The other thing which I particularly wish to talk about is the actual behaviour of the administration. I approach this topic with extreme diffidence. I am not one of those who have visited Germany, though I have met very many people who have done so, and I have cross-examined many of them. I am not one of those who are tempted to suspect that British administration overseas is always bad; all my approach is the other way round. My natural inclination is to say, as my right hon. and gallant Friend on the Opposition Front Bench said, that he is quite sure that those responsible on the spot for this administration are doing a very good job, and I am quite sure that they are. I am equally certain that there must be a considerable number of cases where they are not doing the job as well as they ought to be doing it—the thing would not be a human machine if that were not so. If you pause to imagine the conditions in which this work is being done, I think you must admit that the number of cases in which things will be done badly must be likely to be unusually high unless there is unusually good supervision from above. First of all, how are you to get the best people to stay there? I see they are still advertising for schoolmasters at £800 or £1,000 a year to go to Germany. I am bound to say that if there are any schoolmasters still in the market worth £800 or —1,000 a year, I should have thought there was plenty for them to do in this country; and I personally cannot believe in this talk about re-educating the Germans, or educating the Germans up to democracy. It seems to me to be pantomime nonsense and a complete misunderstanding of all human history. The only way to educate people to be democrats is by exemplification and not by indoctrinisation, and that can be shown to be so even by a definition of the terms. A democracy which arises out of the fact that the education is so controlled and so effective that the persons who become democrats could not have become anything else, is not a democracy. I cannot believe that really they are getting the best schoolmasters for the purpose, and I hope they are not, because I believe there is plenty for good schoolmasters to do here, and I should be sorry to see them, so to speak, sitting on pot eggs over there, when they might be sitting on fertile eggs here. That is one difficulty.
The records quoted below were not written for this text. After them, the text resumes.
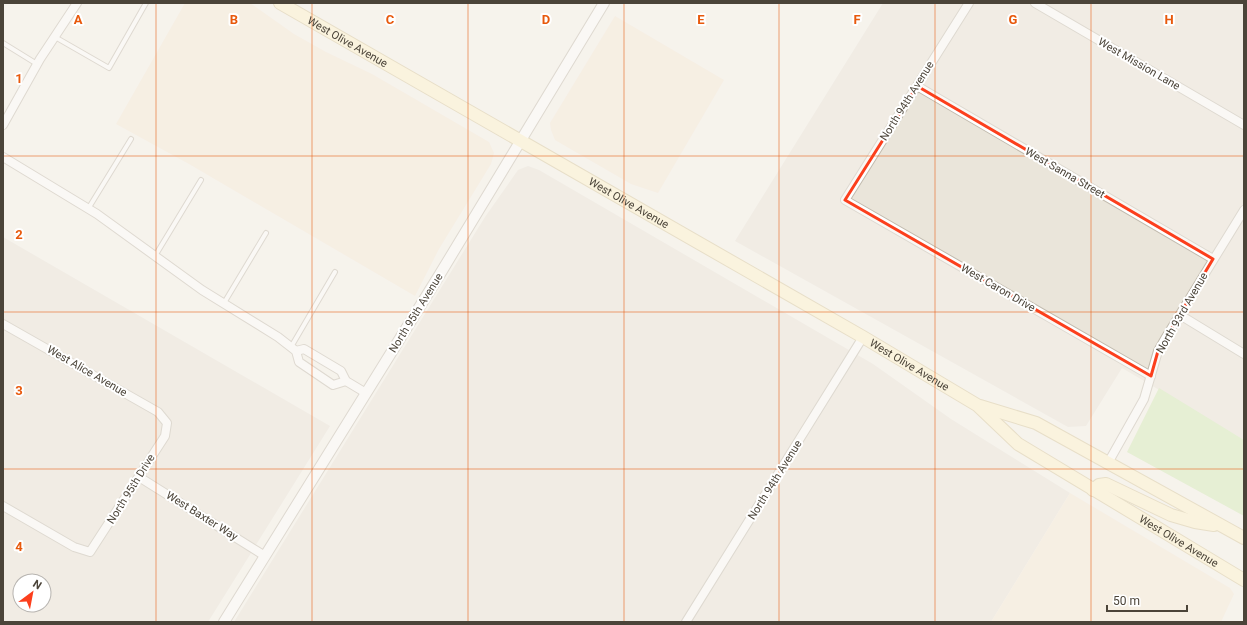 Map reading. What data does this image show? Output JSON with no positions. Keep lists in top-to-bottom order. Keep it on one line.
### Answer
{"streets":{"main road":["West Olive Avenue"],"street":["West Mission Lane","North 94th Avenue","West Sanna Street","West Caron Drive","North 95th Avenue","North 93rd Avenue","West Alice Avenue","North 95th Drive","West Baxter Way"]},"crossings":[["West Olive Avenue","North 94th Avenue"],["West Olive Avenue","North 95th Avenue"],["West Olive Avenue","North 93rd Avenue"],["North 94th Avenue","West Sanna Street"],["North 94th Avenue","West Caron Drive"],["West Sanna Street","North 93rd Avenue"],["West Caron Drive","North 93rd Avenue"],["North 95th Avenue","West Baxter Way"],["West Alice Avenue","North 95th Drive"],["North 95th Drive","West Baxter Way"]],"scale_bar":"50 m","north":"top right","grid":{"columns":["A","B","C","D","E","F","G","H"],"rows":["1","2","3","4"]}} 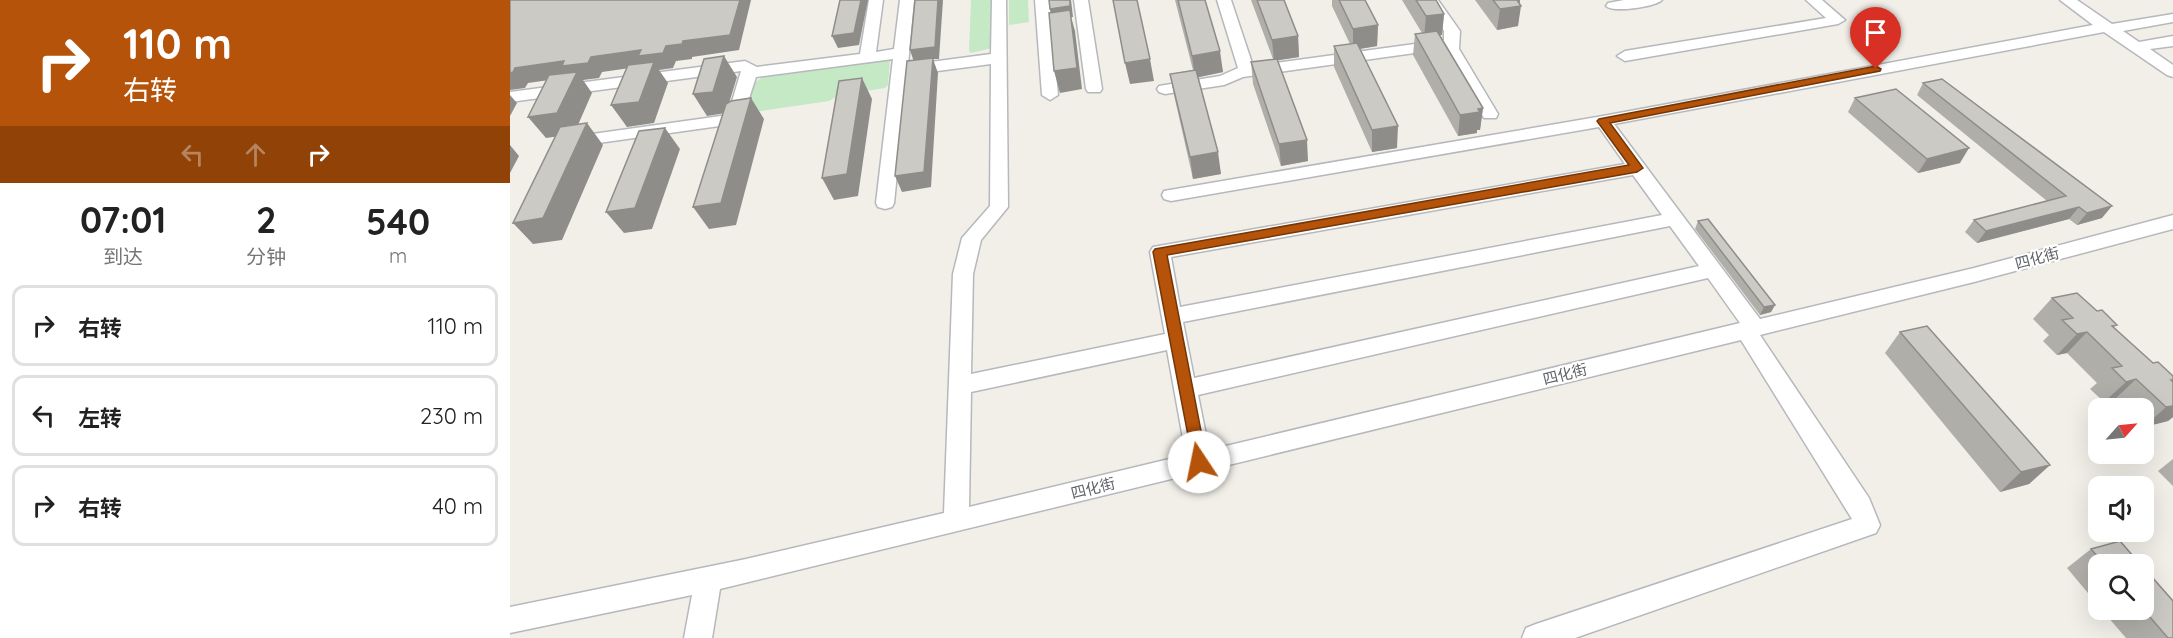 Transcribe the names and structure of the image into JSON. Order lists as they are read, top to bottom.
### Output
{
  "streets": {
    "street": ["四化街"]
  },
  "north": "top right",
  "page": {
    "turn": ["110 m", "右转"],
    "eta": [
      "07:01",
      "到达",
      "2",
      "分钟",
      "540",
      "m"
    ],
    "list": [
      {
        "name": "右转",
        "value": "110 m"
      },
      {
        "name": "左转",
        "value": "230 m"
      },
      {
        "name": "右转",
        "value": "40 m"
      }
    ]
  }
}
There is another difficulty. We have got a world in which the standards of misery are so terrific that we can hardly imagine them. The great difference, even in prewar days, between this country and the rest of Europe, was that happiness was assumed to be normal here. I do not say that more of us were happier than people in France or Italy, but happiness was assumed to be normal, and anything that departed from it was assumed to be an unfortunate accident. That was the great difference between ourselves and the Continent in the years before 1939. In a country where happiness can be assumed to be normal, corruption and blackmail are much more easy to resist, but in a world where extreme unhappiness is not only the normal, but almost the universal air that men breathe. in such a world corruption and blackmail will seep through every pore of the skin of all but the best men. It must be so; it cannot but be so.

In this matter of hundreds of thousands of pounds we are spending here—I will come back to these figures in a moment for the purpose of another specific question—how many of them are being spent with the consciousness that it would be immensely to our disadvantage as a Power, immensely to the disadvantage of democracy, for what democracy is worth, if scandals arose, if there were found to be, here, say, a concentration camp where there were a series of cruelties, or there a counter-intelligence department in connection with which there was a good deal of blackmail, or immorality, or if there were cases of officials taking a large rake-off from a black market? It is of immense importance that we should avoid such scandals. I confront the possibility of such scandals, not at all by way of criticising those of our fellow subjects who are doing this extremely difficult work, but it seems to me not grown-up to doubt that there is grave risk of such scandals.

I should like to know whether some of this £400,000 a year which the hon. Gentleman spends in St. James' Square, or elsewhere, is spent on an inspecting staff of the highest possible ability, with the highest possible authority, which visits the occupied zones from time to time, making surprise visits, with authority to go to any and every establishment, and, in Parliamentary terms, send for persons and papers. I am certain that some such machinery as that is absolutely necessary if we are to avoid what, in, I am quite clear, a hopelessly paradoxical situation, and in, I very much fear, an abominably nonsensical situation—if, in that situation, we are to avoid the grossest disasters and misfortunes. I believe that question I have suggested is the least that this House ought to ask before parting with this Vote.

2.14 p.m.

Mr. Haydn Davies (St. Pancras, South-West)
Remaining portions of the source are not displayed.